Blocking happens when one connection from an application holds a lock and a second connection requires a conflicting lock type. This forces the second connection to wait, blocked on the first. One connection can block another connection, regardless of whether they emanate from the same application or separate applications on different client computers. Some of the actions needing locking protection may not be obvious, for example, locks on system catalog tables and indexes. Most blocking problems happen because a single process holds locks for an extended period of time, causing a chain of blocked processes, all waiting on other processes for locks. There are many blocking scenarios such as submitting queries with long execution times, applications that are not processing all results to completion, etc. The application code itself must be designed appropriately and monitored for efficiency. In fact, most experts agree that as much as 70 to 80 percent of performance and blocking problems are caused by improperly coded database applications. SQL is the primary culprit. And this is why one of the common tasks in multi-user multi-database environment is to monitor the processes that are blocked by another process for more than X number of seconds.

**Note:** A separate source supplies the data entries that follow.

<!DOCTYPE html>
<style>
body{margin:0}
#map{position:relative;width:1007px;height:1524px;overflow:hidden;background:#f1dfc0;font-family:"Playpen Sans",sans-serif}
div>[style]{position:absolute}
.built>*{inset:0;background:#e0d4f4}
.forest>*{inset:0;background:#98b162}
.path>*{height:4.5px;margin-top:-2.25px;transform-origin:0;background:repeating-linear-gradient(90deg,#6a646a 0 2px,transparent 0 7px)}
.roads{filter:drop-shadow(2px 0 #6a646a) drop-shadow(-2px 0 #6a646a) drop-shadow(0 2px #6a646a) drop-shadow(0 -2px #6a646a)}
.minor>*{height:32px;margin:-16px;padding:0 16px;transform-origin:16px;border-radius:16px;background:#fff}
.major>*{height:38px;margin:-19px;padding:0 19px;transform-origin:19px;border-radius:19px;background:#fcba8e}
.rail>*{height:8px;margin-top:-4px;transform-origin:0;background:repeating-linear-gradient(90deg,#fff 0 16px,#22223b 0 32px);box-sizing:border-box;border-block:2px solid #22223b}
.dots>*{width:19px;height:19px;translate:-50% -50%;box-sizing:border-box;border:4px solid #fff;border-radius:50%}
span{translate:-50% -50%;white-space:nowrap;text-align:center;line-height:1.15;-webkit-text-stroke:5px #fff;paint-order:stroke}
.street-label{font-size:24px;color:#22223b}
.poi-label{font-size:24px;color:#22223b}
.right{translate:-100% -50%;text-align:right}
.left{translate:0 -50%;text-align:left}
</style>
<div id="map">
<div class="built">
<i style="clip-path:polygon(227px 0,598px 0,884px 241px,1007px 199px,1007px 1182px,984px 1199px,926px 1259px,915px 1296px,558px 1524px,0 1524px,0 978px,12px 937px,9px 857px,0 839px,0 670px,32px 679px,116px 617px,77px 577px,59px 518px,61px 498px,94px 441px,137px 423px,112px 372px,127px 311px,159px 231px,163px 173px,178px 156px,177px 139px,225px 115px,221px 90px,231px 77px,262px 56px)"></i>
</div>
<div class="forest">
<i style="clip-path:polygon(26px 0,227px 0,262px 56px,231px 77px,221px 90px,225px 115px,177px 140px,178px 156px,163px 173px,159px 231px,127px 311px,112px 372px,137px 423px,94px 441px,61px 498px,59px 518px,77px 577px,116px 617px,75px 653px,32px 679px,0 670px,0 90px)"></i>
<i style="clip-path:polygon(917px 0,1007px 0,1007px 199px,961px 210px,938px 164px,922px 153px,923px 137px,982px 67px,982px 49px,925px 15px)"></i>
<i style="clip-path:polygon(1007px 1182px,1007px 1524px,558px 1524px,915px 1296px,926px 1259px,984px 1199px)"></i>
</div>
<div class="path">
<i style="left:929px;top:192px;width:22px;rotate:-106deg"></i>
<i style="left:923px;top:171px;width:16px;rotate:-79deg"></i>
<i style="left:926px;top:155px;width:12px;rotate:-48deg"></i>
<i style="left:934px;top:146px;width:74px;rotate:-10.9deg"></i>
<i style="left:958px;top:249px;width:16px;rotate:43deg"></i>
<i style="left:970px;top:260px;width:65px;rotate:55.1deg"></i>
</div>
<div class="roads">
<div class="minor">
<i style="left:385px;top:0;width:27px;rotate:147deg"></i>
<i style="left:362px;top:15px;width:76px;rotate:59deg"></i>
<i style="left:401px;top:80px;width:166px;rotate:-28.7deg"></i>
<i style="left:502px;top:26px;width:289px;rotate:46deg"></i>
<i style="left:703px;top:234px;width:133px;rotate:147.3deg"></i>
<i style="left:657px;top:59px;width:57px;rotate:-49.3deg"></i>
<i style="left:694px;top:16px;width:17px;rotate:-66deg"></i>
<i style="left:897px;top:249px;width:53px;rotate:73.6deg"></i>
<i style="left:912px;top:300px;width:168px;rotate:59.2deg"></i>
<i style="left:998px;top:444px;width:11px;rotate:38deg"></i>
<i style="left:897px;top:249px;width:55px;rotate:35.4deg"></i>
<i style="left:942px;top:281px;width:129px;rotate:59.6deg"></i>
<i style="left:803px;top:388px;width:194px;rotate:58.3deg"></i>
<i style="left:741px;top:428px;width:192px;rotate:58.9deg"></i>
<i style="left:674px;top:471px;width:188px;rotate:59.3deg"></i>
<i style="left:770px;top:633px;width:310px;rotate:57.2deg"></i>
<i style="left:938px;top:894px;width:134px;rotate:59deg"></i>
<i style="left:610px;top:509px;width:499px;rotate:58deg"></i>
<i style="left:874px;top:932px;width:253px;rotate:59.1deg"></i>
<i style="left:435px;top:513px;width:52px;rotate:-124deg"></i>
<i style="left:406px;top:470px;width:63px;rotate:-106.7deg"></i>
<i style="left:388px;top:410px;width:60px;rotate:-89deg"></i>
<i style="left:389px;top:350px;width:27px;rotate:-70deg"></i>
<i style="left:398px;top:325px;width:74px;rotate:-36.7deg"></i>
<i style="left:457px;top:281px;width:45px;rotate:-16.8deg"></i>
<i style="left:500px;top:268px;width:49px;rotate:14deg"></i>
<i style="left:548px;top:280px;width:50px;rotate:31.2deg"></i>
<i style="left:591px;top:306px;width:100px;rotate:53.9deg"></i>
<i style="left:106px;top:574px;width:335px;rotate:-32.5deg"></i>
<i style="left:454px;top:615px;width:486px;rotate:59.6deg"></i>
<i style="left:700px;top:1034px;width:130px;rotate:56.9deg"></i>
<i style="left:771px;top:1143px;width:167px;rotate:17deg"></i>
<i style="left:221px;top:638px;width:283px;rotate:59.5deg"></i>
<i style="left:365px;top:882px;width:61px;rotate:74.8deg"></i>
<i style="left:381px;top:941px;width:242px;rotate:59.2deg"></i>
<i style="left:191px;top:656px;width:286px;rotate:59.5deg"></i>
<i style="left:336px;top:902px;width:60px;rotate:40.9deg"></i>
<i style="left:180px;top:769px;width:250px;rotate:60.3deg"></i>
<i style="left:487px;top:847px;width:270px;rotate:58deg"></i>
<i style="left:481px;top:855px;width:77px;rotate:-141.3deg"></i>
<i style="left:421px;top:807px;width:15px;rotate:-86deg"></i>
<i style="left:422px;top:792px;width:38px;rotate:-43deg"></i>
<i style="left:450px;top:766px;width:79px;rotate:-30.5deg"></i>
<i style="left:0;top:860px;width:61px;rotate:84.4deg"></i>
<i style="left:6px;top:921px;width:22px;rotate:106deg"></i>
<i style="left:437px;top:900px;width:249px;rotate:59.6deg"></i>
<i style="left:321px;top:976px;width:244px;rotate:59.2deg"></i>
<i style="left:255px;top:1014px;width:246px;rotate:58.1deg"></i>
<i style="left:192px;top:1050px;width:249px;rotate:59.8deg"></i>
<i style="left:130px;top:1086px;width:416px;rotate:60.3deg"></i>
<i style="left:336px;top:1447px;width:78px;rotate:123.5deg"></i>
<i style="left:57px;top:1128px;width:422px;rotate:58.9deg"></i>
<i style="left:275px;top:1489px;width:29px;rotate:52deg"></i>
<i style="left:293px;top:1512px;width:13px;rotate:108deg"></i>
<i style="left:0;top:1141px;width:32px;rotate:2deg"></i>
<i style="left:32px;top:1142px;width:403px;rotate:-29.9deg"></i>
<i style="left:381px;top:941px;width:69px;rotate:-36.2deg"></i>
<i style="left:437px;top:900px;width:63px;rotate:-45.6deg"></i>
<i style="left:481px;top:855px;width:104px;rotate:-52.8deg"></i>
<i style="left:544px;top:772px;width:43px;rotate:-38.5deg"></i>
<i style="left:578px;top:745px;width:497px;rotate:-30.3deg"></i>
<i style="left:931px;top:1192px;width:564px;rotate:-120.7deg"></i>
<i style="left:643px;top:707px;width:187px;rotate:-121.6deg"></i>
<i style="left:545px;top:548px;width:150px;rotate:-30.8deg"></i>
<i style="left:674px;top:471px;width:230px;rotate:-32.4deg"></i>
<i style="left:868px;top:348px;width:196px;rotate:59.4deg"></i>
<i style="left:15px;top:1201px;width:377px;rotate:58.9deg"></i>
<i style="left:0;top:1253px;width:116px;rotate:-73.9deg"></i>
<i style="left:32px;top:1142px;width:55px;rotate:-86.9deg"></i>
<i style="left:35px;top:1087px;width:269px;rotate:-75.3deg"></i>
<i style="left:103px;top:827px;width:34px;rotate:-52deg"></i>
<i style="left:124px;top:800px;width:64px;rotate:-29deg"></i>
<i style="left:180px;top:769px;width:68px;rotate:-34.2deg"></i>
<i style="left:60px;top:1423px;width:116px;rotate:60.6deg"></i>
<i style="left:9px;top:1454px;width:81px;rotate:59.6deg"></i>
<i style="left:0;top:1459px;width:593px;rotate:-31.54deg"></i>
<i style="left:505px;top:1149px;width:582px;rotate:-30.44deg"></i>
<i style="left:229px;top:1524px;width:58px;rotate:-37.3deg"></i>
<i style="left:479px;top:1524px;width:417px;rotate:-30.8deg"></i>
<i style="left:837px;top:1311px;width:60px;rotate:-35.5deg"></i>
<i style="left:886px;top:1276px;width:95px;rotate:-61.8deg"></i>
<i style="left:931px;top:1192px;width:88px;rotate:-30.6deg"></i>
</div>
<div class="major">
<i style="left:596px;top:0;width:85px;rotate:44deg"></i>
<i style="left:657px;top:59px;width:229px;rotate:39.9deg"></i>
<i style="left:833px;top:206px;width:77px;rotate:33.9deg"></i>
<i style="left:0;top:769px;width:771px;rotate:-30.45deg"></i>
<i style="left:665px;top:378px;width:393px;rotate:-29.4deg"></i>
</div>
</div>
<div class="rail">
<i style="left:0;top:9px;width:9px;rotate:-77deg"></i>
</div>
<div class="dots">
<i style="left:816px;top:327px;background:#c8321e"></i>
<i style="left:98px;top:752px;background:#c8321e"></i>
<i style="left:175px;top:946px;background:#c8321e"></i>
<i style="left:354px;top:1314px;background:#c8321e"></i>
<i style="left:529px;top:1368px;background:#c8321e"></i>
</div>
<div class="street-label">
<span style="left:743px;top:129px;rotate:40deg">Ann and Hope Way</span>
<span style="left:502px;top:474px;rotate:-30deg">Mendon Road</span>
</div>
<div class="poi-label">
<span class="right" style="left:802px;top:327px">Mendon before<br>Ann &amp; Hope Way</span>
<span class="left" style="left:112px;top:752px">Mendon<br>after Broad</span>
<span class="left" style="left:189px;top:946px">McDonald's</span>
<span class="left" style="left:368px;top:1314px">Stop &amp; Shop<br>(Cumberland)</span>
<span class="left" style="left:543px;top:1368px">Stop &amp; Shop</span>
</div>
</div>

Most of the time, blocks don't cause problems unless it is long time blocking. Locking problems arise only when a process holds a lock longer than necessary and blocks other users' processes
The following categories show the division of application blocking processing based on our DBA department decision:
- Short-time Blocking - average duration less than three seconds. They do not create problems.
- Mid-time Blocking - average duration ranges from 3 seconds to a maximum of 10 seconds. Usually do not create problems
- Long-time Blocking - average duration more than 10 seconds. Require attention.

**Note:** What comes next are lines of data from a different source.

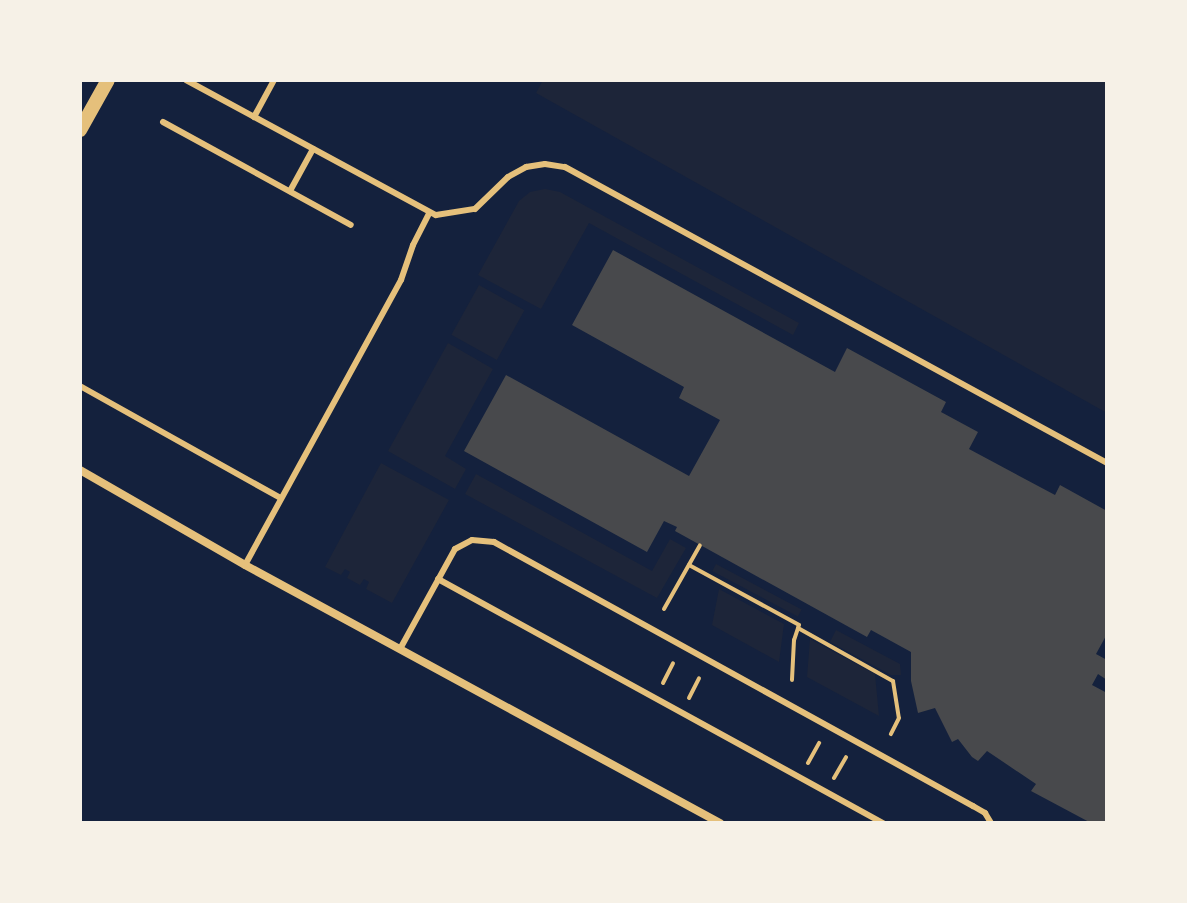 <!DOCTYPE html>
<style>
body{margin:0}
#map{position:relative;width:1187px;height:903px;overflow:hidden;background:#14213d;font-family:Signika,sans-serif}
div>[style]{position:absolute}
.green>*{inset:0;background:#1d2539;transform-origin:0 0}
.building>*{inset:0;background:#48494c}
.path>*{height:4px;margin:-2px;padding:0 2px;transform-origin:2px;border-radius:2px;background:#e5c07b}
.service>*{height:6px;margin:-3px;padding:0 3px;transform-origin:3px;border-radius:3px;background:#e5c07b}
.minor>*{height:8px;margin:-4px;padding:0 4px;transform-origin:4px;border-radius:4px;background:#e5c07b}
.tertiary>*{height:14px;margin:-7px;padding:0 7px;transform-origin:7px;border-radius:7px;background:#e5c07b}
span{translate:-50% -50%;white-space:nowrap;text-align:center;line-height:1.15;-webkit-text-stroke:8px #f6f1e7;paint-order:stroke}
.frame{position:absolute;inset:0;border:82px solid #f6f1e7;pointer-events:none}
</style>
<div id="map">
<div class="green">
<i style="clip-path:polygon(543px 80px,1107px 80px,1107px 413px,536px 93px)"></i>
<i style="clip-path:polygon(545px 189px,560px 192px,799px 323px,793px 335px,589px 223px,541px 309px,478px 275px,519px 201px,530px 192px)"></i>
<i style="left:479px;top:285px;width:52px;height:57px;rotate:29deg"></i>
<i style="clip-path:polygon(448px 343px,493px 369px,445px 456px,466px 469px,455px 489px,388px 451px)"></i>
<i style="clip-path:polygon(381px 463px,449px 500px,392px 603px,366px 589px,369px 582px,364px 579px,360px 585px,347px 578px,350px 572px,345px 569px,341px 575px,325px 567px)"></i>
<i style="clip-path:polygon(476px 474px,652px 571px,670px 539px,686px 548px,657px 598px,465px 494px)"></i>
<i style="left:716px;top:564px;width:97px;height:8px;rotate:28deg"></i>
<i style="clip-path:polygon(719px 589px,784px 624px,779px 662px,712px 625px)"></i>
<i style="clip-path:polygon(836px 630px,900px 664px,901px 675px,891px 675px,830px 642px)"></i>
<i style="clip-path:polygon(810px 639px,875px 674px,879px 716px,807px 677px)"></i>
</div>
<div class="building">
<i style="clip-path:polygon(613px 250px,835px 372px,847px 348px,946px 402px,941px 412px,978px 432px,969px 449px,1055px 495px,1060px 485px,1107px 511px,1107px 634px,1096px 654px,1107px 660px,1107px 680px,1098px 674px,1092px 685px,1107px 693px,1107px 823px,1091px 823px,1031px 791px,1036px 784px,987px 751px,978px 761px,972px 757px,958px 739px,952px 742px,935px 708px,918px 713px,911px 681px,911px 652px,871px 630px,867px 637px,675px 531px,677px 527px,664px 521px,647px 552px,464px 451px,506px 375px,689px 476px,720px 420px,679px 398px,684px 387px,572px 325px)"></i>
</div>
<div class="path">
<i style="left:689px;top:565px;width:125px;rotate:28.6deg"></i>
<i style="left:799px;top:625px;width:16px;rotate:108deg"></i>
<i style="left:794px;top:640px;width:40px;rotate:92.9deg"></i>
<i style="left:664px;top:609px;width:73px;rotate:-60.6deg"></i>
<i style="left:798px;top:628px;width:109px;rotate:29.2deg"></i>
<i style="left:893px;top:681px;width:37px;rotate:81deg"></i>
<i style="left:899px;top:718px;width:18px;rotate:117deg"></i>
<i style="left:663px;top:683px;width:22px;rotate:-63deg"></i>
<i style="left:689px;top:698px;width:22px;rotate:-63deg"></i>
<i style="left:808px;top:763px;width:23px;rotate:-61deg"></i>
<i style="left:834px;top:778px;width:24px;rotate:-60deg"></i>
</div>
<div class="service">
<i style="left:186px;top:80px;width:284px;rotate:28.4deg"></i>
<i style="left:436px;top:215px;width:39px;rotate:-9deg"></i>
<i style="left:475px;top:209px;width:46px;rotate:-44.1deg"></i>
<i style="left:508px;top:177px;width:21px;rotate:-29deg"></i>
<i style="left:526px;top:167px;width:19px;rotate:-9deg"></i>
<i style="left:545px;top:164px;width:20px;rotate:9deg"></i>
<i style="left:565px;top:167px;width:618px;rotate:28.64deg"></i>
<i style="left:254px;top:117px;width:42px;rotate:-61.6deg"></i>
<i style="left:163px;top:122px;width:214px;rotate:28.7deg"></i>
<i style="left:290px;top:191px;width:48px;rotate:-61.3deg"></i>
<i style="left:80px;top:386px;width:229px;rotate:29.2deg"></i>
<i style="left:245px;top:565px;width:325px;rotate:-61.3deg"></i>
<i style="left:401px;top:280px;width:37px;rotate:-71deg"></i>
<i style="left:413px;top:245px;width:36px;rotate:-63deg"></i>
<i style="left:438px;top:579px;width:508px;rotate:28.74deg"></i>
<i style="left:400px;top:649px;width:114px;rotate:-61.2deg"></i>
<i style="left:455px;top:549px;width:19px;rotate:-28deg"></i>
<i style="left:472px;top:540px;width:22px;rotate:5deg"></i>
<i style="left:494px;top:542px;width:547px;rotate:28.86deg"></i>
<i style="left:973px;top:806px;width:14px;rotate:30deg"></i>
<i style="left:985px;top:813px;width:12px;rotate:59deg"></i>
</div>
<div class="minor">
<i style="left:80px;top:470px;width:190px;rotate:29.9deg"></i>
<i style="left:245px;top:565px;width:541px;rotate:28.51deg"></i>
</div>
<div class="tertiary">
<i style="left:80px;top:130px;width:57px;rotate:-60.8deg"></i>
</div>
<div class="frame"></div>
</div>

Deadlocks - SQL Server automatically terminates one of the blocked processes.
It is doesn’t mean that division for every company or scenario may not vary. But our application’s connections timeout is 15 seconds and with long-time blocking situation some application’s connections start timeout.
In the environment, where 200+ databases and new databases created on the weekly/daily bases, the monitoring task is required partial or complete automation and a notification when blocking is occur. The purpose of this article is not discussing a strategy for the resolution of SQL Server blocking problems but to show how to automate the task of monitoring and notification if blocking situation happen and lasts for more that X number of seconds. It is understandable, that this task should be scheduled.
As always, I am not pretending to find the perfect or the best solution. The point many of my articles is to present a task, describe the ideas of how to solve the task and show one or few various (may not be the best but) way(s) of solution implementation. For sake of clarity, all stored procedures will not include an error handler, most parts for the variables verification, and some other advanced features.
Sysprocesses is the system table that can reveal the most clues about why a process is blocking others. The sysprocesses table holds information about processes running on Microsoft® SQL Server™. These processes can be client processes or system processes. Sysprocesses is stored only in the master database. Let’s see the source code of developed procedure.
Developed stored procedure has 3 parameters:
@blocker_threshold shows how many blocking processes must exists before send an email,
@email_list is the list of the recipients to whom send an email, @wait_time_threshold define a threshold for the blocking.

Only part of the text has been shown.